Only lines with the string "مستشفى" matter here; gather them from the material below.

»»

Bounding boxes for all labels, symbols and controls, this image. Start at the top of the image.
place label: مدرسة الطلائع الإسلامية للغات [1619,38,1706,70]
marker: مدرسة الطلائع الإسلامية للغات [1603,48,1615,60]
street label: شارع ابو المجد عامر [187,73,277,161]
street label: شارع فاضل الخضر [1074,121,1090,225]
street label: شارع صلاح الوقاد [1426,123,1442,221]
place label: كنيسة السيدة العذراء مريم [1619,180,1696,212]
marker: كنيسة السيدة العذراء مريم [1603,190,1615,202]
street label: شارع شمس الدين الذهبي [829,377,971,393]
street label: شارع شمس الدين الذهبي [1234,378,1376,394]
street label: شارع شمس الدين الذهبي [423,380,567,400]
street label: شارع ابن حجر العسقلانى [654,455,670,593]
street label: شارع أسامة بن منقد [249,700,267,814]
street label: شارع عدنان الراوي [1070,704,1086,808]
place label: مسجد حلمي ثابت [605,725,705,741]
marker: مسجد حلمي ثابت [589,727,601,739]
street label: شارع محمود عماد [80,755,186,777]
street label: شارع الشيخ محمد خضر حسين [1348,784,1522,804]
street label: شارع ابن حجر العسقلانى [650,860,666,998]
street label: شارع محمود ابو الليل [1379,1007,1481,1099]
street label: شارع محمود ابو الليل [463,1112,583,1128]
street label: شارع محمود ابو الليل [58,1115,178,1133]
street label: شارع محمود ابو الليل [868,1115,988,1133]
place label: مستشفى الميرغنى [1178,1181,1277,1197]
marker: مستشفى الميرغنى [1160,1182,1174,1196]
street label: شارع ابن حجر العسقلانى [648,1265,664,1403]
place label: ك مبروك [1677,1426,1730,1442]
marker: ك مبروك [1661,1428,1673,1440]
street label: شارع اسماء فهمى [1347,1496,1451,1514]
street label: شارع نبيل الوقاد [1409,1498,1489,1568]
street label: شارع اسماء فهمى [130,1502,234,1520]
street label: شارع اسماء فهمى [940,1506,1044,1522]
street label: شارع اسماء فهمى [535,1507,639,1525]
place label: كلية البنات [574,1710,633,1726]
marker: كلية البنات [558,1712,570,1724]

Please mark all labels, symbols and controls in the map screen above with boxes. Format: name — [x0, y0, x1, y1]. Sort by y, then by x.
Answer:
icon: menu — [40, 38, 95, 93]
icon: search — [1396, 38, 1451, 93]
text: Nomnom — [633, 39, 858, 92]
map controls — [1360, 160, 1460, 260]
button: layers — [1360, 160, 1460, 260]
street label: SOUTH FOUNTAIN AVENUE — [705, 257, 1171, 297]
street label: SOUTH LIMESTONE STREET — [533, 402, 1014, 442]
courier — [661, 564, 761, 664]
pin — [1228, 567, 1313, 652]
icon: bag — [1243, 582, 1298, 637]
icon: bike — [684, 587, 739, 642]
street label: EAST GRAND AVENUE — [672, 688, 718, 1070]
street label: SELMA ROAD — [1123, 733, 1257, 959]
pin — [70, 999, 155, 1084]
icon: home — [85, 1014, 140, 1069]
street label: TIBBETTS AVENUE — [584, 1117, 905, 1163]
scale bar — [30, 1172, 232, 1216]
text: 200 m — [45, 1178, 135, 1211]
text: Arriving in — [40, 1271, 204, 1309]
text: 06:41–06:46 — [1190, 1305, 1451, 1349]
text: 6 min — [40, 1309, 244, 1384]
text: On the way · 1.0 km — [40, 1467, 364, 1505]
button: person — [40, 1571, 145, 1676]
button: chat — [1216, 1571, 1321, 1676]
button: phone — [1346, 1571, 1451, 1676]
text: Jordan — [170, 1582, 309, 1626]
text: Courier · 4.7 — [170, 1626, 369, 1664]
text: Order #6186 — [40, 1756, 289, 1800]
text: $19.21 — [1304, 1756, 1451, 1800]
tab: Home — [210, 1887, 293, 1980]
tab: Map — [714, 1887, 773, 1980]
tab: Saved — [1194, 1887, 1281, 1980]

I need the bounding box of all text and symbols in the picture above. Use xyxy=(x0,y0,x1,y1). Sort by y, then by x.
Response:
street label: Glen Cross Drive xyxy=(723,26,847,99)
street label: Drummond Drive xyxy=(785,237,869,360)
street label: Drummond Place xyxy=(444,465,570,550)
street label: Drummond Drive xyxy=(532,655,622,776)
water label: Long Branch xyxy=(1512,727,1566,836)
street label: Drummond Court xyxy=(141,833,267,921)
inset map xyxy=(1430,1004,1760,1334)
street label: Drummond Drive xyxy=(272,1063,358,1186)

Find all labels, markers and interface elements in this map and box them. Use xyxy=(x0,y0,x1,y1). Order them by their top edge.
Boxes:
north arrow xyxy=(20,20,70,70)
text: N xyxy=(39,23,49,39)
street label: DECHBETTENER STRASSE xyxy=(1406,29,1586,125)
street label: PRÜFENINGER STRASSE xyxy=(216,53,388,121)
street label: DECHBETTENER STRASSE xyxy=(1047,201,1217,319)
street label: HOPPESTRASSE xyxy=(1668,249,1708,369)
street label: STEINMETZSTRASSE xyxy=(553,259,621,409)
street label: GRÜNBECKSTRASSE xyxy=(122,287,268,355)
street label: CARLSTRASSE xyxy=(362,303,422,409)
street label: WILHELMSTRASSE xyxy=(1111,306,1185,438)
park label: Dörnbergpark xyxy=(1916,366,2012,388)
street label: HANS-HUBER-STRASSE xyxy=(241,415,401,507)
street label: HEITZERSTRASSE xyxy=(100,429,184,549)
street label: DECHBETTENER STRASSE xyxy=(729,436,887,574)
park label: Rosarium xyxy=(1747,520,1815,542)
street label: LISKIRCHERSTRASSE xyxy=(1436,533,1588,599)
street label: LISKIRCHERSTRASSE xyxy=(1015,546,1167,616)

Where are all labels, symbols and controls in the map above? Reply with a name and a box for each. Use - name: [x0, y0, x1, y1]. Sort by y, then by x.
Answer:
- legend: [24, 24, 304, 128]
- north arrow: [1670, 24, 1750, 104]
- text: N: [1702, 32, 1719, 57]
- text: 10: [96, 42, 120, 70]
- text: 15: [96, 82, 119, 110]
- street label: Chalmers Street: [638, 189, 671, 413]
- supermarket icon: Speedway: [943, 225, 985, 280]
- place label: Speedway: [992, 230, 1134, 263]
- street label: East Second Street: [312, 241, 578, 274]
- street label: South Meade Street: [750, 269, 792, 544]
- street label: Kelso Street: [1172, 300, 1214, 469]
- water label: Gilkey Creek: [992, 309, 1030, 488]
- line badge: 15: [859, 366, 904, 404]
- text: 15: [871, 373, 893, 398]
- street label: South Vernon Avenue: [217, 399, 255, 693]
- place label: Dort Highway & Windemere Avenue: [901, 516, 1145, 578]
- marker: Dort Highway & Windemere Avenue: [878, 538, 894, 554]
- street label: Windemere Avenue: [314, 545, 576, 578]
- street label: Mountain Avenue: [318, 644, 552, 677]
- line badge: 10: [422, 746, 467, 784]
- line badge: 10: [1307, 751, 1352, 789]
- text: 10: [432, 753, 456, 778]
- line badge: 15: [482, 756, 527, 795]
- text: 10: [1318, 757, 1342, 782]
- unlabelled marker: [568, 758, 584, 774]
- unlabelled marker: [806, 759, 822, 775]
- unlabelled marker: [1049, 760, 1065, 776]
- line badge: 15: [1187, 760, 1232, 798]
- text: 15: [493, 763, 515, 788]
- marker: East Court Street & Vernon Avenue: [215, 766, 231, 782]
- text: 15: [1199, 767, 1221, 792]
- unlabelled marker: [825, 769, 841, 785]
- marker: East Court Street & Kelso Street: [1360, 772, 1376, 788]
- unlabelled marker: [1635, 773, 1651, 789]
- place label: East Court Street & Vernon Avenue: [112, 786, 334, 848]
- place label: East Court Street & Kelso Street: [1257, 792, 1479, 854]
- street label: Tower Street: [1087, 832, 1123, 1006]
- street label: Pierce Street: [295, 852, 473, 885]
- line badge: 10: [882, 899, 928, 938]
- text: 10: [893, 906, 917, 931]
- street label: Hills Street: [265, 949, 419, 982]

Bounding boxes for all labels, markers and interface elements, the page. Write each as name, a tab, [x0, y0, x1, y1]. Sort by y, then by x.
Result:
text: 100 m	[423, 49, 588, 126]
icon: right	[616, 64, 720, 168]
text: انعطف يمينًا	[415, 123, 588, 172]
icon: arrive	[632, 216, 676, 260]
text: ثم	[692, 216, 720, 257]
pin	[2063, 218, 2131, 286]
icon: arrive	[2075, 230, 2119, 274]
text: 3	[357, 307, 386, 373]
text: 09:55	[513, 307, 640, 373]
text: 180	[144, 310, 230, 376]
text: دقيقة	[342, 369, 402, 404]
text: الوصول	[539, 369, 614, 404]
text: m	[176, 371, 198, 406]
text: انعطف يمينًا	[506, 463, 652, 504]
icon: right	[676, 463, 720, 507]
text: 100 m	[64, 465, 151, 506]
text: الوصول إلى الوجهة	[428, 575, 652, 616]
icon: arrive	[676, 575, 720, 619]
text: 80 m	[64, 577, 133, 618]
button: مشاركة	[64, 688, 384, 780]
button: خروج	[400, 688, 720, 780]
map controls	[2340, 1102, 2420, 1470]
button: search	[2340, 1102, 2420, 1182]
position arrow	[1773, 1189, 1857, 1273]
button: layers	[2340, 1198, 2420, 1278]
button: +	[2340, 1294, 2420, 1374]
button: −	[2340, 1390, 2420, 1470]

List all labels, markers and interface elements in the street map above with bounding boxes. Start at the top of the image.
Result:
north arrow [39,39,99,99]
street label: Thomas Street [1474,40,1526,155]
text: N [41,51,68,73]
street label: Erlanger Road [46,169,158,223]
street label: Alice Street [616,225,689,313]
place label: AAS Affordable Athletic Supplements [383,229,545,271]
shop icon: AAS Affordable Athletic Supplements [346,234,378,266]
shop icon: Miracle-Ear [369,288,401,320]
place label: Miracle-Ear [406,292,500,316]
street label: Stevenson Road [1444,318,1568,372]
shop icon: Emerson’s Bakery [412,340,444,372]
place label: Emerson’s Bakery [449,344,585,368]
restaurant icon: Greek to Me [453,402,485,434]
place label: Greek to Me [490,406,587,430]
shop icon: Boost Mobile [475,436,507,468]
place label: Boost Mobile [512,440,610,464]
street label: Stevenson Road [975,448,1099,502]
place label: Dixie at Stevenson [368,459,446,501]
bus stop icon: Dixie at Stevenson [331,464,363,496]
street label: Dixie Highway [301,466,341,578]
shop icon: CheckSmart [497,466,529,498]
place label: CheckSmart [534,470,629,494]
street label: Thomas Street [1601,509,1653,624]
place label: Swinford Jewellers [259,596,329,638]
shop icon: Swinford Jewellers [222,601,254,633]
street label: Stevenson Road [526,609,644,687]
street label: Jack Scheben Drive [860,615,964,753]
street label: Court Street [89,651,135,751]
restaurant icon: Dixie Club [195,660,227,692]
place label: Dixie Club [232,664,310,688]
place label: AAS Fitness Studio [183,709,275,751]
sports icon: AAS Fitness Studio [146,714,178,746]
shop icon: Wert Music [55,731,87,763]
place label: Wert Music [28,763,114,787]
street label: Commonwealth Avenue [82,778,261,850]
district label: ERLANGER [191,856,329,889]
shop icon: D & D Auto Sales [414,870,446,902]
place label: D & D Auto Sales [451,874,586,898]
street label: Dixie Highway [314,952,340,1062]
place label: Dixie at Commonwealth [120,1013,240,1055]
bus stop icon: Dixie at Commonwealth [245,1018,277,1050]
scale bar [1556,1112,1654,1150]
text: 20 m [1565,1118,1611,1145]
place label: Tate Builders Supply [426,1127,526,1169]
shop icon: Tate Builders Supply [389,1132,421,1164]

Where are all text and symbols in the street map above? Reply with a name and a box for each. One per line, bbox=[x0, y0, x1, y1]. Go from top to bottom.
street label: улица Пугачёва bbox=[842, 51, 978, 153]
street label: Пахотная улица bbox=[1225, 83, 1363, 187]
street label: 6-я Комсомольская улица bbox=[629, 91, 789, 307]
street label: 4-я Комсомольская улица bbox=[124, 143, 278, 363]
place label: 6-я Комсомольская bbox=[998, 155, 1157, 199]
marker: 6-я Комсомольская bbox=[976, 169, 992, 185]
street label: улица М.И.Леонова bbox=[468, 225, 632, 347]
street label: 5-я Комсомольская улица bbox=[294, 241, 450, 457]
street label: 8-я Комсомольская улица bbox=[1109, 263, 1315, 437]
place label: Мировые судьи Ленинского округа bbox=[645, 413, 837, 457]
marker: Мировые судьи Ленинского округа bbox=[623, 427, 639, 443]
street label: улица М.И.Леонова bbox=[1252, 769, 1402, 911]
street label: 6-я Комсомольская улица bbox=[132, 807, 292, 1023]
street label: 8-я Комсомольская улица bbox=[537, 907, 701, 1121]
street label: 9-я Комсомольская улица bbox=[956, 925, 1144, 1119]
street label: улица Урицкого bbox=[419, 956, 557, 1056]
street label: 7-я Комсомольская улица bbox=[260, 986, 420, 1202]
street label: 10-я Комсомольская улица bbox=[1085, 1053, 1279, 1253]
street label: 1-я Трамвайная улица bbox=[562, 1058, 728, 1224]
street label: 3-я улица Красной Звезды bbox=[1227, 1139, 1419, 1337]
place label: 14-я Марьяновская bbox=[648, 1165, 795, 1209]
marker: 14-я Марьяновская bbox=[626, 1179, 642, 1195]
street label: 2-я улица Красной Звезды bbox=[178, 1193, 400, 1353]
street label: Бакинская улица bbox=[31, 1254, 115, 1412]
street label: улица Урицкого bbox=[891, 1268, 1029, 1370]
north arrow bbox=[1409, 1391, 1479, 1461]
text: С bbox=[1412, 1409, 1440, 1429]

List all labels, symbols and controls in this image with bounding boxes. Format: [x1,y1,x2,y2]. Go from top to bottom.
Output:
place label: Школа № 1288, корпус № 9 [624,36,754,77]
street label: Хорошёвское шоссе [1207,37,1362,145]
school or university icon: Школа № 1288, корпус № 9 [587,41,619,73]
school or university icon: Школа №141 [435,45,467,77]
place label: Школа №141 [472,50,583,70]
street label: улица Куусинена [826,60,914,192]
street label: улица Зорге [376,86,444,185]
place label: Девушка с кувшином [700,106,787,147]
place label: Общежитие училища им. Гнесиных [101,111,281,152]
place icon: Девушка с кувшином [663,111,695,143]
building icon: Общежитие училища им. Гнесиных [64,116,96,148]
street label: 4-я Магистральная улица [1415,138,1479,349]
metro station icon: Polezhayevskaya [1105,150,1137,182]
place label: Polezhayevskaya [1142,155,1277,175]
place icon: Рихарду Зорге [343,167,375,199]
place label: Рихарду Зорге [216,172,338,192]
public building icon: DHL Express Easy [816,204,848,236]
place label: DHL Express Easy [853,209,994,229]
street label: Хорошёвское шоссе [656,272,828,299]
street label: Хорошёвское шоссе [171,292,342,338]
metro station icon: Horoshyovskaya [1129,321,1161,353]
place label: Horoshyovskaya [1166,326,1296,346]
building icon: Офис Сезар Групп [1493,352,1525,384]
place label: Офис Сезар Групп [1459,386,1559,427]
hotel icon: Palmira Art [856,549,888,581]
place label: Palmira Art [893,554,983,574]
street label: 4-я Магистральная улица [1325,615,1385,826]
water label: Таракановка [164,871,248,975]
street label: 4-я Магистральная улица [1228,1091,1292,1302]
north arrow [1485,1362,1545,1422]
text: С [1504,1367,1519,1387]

««

EXERCISE RESPONSE –
place label: مستشفى الميرغنى [1178,1181,1277,1197]
marker: مستشفى الميرغنى [1160,1182,1174,1196]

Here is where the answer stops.